For low-income beneficiaries who rely on Medicare Advantage plans that bundle in Extra Help (the Low Income Subsidy for Part D drug costs) or that offer supplemental benefits like dental, vision, and hearing coverage, the plan exits create a particularly painful disruption. Many Medicare Advantage plans in 2025 and 2026 have reduced or eliminated supplemental benefits as part of their cost-cutting measures, even before exiting entirely. If you were relying on your plan's dental benefit to cover dentures or your vision benefit to cover glasses, check whether any replacement plan in your area offers comparable benefits — and read the fine print carefully, because benefit limits, waiting periods, and covered services vary significantly between plans.
The Annual Enrollment Period (AEP), which runs from October 15 through December 7 each year, remains the primary window for most beneficiaries to make plan changes that take effect January 1. If your plan is being discontinued for 2026, you should have received a notice by September 30, 2025, giving you time to act during AEP. If you missed that window or received late notice, your SEP provides a safety net. The Open Enrollment Period (OEP), which runs January 1 through March 31, allows Medicare Advantage enrollees to make one additional switch — but it does not allow you to switch from Medicare Advantage back to Original Medicare with guaranteed Medigap issue rights unless you qualify for a separate SEP.

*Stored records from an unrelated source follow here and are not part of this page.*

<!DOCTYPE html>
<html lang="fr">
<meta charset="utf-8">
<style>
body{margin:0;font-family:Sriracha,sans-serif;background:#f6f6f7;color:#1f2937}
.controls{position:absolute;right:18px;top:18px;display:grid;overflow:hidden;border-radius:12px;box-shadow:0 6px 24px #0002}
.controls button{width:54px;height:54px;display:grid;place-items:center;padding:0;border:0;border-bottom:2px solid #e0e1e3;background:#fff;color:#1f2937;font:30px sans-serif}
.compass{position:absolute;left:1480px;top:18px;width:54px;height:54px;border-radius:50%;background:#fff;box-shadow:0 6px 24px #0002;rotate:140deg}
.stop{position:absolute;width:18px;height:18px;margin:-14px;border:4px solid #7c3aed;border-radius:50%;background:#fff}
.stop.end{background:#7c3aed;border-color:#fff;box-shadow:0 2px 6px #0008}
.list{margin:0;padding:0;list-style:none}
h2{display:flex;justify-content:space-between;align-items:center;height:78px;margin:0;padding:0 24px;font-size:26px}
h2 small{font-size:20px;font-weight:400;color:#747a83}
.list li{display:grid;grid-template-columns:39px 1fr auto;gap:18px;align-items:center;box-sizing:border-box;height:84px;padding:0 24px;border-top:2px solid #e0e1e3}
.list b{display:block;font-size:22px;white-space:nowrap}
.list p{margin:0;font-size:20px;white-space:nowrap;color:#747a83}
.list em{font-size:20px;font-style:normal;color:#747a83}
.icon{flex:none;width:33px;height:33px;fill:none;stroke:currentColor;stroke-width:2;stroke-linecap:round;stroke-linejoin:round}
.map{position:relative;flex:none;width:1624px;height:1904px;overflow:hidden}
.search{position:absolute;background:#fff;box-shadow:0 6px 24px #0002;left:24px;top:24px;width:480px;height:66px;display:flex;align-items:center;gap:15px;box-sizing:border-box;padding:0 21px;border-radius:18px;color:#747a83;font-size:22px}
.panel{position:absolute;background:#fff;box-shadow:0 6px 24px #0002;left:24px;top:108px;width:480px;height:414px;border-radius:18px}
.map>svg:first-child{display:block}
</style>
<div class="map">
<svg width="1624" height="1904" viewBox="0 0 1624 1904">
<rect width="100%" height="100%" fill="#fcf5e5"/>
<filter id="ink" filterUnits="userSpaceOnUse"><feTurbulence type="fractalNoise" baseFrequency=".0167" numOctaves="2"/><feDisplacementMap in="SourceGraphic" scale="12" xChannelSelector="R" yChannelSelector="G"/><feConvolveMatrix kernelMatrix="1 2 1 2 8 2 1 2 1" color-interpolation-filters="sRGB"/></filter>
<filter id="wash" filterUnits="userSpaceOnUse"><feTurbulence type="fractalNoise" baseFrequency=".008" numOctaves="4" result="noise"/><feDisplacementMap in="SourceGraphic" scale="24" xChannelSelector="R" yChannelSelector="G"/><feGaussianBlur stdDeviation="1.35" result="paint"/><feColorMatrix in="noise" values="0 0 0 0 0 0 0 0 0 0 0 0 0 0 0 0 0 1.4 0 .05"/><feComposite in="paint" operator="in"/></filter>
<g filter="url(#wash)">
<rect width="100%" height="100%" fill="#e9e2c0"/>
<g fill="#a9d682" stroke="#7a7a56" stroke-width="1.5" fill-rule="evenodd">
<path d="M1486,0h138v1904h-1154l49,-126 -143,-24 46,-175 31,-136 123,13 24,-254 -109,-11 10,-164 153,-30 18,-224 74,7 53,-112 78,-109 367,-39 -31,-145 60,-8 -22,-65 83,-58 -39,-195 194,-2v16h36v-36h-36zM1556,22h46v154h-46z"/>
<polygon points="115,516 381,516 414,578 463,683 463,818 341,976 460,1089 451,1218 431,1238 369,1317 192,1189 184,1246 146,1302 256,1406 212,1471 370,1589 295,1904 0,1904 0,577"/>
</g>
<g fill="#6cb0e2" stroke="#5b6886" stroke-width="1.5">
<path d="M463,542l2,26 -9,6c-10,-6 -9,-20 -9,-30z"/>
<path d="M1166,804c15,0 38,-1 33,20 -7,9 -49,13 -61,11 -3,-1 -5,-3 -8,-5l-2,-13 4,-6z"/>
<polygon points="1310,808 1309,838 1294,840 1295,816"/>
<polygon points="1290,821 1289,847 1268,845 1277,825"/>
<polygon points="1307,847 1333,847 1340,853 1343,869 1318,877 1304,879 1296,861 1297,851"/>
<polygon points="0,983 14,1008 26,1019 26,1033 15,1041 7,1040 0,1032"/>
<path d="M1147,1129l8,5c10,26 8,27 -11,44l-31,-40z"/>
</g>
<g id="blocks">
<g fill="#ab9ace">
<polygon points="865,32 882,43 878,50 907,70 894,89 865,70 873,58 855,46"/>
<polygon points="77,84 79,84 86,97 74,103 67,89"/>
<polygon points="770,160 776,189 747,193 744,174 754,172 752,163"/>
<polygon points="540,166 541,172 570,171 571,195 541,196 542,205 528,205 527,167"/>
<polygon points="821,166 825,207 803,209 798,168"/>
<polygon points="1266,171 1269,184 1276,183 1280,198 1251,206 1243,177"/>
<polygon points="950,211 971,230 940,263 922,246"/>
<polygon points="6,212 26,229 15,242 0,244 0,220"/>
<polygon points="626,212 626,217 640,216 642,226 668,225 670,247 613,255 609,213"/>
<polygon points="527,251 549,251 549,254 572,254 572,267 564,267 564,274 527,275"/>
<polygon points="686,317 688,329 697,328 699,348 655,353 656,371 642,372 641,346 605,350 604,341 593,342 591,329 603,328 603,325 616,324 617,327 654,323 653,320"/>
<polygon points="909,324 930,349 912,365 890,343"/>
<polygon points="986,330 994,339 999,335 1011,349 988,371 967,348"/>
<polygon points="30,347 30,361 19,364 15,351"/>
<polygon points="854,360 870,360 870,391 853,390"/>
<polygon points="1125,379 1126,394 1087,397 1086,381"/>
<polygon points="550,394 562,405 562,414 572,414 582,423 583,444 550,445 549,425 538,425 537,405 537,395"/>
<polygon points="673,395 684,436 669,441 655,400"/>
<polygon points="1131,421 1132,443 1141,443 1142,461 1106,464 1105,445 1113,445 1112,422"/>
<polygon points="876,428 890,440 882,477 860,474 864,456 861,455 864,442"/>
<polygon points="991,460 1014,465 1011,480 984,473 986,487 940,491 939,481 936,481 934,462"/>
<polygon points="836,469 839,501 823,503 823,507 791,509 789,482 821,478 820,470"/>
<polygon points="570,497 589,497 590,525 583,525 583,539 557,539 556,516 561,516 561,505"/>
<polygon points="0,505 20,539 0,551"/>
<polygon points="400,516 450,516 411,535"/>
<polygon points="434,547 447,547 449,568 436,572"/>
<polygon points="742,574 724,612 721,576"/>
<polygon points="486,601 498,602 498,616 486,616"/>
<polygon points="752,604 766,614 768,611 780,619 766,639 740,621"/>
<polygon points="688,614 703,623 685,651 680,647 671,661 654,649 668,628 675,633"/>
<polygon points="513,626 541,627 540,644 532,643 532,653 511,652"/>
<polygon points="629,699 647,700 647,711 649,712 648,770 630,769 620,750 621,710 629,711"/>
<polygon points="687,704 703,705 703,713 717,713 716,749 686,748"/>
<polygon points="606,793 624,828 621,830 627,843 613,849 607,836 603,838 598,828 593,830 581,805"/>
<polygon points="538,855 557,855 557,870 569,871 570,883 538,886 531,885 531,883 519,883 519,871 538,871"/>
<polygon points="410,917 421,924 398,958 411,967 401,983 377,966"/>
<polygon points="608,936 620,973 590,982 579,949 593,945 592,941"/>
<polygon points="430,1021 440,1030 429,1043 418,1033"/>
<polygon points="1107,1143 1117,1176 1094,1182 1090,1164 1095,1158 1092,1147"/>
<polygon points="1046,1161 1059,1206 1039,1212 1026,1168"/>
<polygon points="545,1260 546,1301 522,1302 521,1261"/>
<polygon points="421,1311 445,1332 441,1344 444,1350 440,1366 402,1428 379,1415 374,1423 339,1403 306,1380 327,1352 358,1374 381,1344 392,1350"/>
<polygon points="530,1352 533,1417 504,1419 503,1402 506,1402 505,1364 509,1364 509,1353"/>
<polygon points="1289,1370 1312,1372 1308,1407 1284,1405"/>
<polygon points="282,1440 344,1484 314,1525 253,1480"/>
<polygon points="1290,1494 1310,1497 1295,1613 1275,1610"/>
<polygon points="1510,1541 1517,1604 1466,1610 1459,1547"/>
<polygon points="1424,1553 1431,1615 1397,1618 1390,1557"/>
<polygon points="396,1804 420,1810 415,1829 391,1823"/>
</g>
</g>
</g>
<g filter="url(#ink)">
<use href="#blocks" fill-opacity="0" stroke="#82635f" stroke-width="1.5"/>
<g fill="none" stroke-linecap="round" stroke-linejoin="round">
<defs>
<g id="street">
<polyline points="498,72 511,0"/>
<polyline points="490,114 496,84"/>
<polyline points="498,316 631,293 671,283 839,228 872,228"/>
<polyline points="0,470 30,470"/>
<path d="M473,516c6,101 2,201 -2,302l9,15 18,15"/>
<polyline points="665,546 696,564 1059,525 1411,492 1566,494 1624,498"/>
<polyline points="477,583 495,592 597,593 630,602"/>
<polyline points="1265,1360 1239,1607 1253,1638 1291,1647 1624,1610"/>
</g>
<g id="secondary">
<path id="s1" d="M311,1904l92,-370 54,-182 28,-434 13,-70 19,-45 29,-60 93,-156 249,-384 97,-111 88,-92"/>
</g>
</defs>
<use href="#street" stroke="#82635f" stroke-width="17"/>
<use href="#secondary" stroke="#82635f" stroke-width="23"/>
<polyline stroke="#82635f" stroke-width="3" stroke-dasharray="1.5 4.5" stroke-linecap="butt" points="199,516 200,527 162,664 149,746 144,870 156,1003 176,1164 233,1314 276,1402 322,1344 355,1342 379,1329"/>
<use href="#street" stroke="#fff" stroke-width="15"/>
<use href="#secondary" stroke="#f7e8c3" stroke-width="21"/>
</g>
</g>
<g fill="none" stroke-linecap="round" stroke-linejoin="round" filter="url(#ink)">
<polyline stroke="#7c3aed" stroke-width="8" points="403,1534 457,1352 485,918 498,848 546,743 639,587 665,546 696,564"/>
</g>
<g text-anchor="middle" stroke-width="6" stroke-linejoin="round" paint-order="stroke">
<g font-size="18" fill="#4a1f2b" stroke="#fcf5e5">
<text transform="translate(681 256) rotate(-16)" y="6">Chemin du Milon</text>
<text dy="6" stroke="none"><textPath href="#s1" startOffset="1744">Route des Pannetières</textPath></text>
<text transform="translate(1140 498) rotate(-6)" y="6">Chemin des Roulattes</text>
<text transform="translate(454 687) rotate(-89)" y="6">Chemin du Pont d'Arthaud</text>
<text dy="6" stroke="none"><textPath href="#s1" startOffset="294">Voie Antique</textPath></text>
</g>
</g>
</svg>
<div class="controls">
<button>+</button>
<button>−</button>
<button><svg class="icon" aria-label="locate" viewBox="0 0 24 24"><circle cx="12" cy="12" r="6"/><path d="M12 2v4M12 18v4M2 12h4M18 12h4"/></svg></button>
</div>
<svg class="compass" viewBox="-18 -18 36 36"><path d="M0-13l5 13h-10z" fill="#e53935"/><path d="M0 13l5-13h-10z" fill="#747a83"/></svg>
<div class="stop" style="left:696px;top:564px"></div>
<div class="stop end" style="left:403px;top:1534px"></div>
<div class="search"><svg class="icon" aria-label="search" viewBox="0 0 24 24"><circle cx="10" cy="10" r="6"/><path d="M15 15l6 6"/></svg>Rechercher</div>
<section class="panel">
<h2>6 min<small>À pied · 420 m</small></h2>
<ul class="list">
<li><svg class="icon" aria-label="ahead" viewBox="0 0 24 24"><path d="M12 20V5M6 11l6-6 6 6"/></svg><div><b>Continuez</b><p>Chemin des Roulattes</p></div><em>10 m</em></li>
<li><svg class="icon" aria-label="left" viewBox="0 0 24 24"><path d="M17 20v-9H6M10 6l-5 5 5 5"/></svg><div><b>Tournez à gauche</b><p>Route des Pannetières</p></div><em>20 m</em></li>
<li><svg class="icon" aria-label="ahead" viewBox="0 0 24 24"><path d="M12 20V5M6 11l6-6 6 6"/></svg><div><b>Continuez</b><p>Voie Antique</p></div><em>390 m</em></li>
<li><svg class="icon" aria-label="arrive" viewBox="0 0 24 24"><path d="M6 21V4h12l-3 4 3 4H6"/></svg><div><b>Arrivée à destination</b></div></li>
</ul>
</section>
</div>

The bottom line is this: the Medicare Advantage market is going through a genuine shakeout, and the beneficiaries who fare best will be the ones who treat their coverage as something that requires active annual review rather than a set-it-and-forget-it decision. Pull out your current plan's Annual Notice of Change (ANOC), which arrives each September, and read it carefully. If your plan is exiting, act quickly, use your guaranteed issue rights if you're switching to Medigap, and use Medicare.gov's Plan Finder to compare every remaining option in your county before making a decision. Your State Health Insurance Assistance Program (SHIP) offers free, unbiased counseling — find your local SHIP counselor at shiphelp.org — and they can walk you through your specific options without trying to sell you anything.